Ojibwe artist and activist

Raven Davis (born 1975) is a multimedia Indigenous artist, curator, activist, and community organizer of the Anishinaabe (Ojibway) Nation in Manitoba. Davis's work centers themes of culture, colonization, sexuality, and gender and racial justice. Davis currently lives in Halifax, Nova Scotia and works between Halifax and Toronto, Ontario. Davis is also a traditional dancer, singer, and drummer.

==Career==

In 2010, Davis joined the Friends United initiative as an artist and associate and currently sits on the advisory board.

In 2017, Raven Davis was hired as co-artistic director of Halifax's Queer Acts Theatre Festival.

===Awards, honours, and residencies===

- Art and Activism Resident, NSCAD University (2016)
- Cape Breton Partnership, Aboriginal Women of Distinction in Business, nomination (2010)
- Cape Breton Industry Award, Sydney Ports Authority (2009)

=== Curatorial ===

- Nocturne, Halifax, Nova Scotia (2018)
- Bonnie Devine | Circles and Lines: Michi Saagiig. Art Gallery of Mississauga. Mississauga, Ontario (2018)
- Wsitqamu | Nunak | Ktahkomiq | Land, co-curated with Aidan Gillis, PETAPAN: First Light Indigenous Arts Symposium, Dieppe, New Brunswick (2016)

===Filmography===
- "I Still Believe" (2015) Director and Producer.
- "Spooning" (2015) Co-Produced with Elisha Lim.
- "Love Never Felt so Good" (2014) Collaboration with Elisha Lim.

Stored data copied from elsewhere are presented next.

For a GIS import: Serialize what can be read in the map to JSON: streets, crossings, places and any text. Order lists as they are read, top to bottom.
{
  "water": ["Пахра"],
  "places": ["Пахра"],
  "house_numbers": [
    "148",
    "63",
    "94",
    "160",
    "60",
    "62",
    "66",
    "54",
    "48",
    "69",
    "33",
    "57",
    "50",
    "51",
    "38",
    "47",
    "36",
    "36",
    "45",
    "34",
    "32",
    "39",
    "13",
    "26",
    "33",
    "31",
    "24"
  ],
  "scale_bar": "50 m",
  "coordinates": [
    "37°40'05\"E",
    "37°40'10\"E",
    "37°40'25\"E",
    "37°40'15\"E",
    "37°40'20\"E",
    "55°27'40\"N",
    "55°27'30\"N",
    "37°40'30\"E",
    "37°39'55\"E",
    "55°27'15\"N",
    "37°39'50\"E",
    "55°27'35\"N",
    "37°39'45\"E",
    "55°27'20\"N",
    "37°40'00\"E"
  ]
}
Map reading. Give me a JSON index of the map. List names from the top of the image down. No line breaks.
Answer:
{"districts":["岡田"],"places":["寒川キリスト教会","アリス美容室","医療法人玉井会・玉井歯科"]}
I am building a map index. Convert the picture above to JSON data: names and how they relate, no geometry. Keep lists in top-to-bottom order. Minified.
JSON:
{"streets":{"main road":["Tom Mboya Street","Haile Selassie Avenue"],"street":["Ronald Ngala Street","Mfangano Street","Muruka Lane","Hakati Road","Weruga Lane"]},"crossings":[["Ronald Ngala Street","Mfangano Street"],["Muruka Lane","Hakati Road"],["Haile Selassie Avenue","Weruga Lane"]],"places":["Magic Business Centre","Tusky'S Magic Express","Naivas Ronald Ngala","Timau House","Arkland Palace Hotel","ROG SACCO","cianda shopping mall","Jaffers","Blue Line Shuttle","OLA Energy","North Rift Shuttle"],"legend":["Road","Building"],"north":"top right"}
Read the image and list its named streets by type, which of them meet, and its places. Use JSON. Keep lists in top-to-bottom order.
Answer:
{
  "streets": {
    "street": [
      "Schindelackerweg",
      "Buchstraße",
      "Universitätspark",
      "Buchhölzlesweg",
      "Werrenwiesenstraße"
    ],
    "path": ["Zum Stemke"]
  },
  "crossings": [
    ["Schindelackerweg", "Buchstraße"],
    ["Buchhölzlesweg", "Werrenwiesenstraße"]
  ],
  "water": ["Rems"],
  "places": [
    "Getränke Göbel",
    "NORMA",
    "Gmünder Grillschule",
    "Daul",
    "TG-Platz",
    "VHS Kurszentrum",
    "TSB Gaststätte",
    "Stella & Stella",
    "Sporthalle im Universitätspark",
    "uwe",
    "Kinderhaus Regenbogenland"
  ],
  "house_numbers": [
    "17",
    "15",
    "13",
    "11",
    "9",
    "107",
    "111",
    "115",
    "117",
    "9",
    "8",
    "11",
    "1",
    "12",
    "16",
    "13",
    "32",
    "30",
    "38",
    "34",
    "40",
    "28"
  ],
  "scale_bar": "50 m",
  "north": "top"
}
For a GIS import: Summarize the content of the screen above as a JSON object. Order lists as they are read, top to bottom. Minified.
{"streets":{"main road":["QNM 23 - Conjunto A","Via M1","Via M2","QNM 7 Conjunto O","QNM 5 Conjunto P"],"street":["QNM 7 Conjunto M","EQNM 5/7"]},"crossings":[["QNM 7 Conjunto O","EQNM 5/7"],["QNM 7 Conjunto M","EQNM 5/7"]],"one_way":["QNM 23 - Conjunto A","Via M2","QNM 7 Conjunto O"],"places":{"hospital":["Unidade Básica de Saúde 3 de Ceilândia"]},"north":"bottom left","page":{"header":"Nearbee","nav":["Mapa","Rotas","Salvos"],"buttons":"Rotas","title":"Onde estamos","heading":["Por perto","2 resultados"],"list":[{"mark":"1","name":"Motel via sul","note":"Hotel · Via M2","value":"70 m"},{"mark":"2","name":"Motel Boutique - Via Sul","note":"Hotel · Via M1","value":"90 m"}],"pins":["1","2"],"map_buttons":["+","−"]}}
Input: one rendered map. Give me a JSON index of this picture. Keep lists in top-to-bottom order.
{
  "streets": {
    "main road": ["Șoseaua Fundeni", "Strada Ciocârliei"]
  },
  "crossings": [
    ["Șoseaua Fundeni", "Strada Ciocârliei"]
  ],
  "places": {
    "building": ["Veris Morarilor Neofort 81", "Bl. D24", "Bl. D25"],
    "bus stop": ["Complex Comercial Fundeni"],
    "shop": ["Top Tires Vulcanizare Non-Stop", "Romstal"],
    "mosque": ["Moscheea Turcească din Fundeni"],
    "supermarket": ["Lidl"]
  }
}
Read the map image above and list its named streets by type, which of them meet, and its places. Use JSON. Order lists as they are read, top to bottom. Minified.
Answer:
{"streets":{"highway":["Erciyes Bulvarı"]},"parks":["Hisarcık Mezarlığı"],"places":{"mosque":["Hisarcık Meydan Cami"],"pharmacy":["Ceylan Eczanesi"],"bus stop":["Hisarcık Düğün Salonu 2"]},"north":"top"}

===Selected exhibitions===

- Friends United Art Exhibit. Halifax City Hall. (2012)
- This is My Song: Perspectives from Contemporary Native Women. Huntsville. (2012)
- Friends United. Casino Nova Scotia. Halifax, Nova Scotia. (2013)
- Indiginesse. Aurora Cultural Centre. Aurora, Ontario. (2014)
- Wagmatcook Arts & Culture festival. Wagmatcook, Nova Scotia. (2014)
- Assembly of First Nations Conference. Halifax, N.S. (2014)
- Basquiat Idea Bar: Justice. Art Gallery of Ontario. (2015)
- Map of the New Art. Cini Foundation. Venice. (2015)
- Duality. Kennedy Gallery. North Bay, Ontario. (2017)
- The De-Celebration of Canada 150. Khyber Center for the Arts. Halifax, Nova Scotia. (2017)
- níchiwamiskwém | nimidet | ma soeur | my sister. The Biennale of Contemporary Aboriginal Art (BACA). Art Mur, Montreal, Quebec. (2018)
- In Dialogue. Art Gallery of Southwestern Manitoba. Brandon, Manitoba. (2018)

==Personal==
Raven Davis is a parent of three sons. Having a mother who is also an Anishinaabe artist has influenced Davis in their life and career. Davis was born and raised in Toronto and attended Ryerson University and George Brown College.

The artist is two-spirited and uses gender-neutral pronouns. Davis speaks at schools, art venues, and community events, raising awareness around issues of gender, sexuality, and race.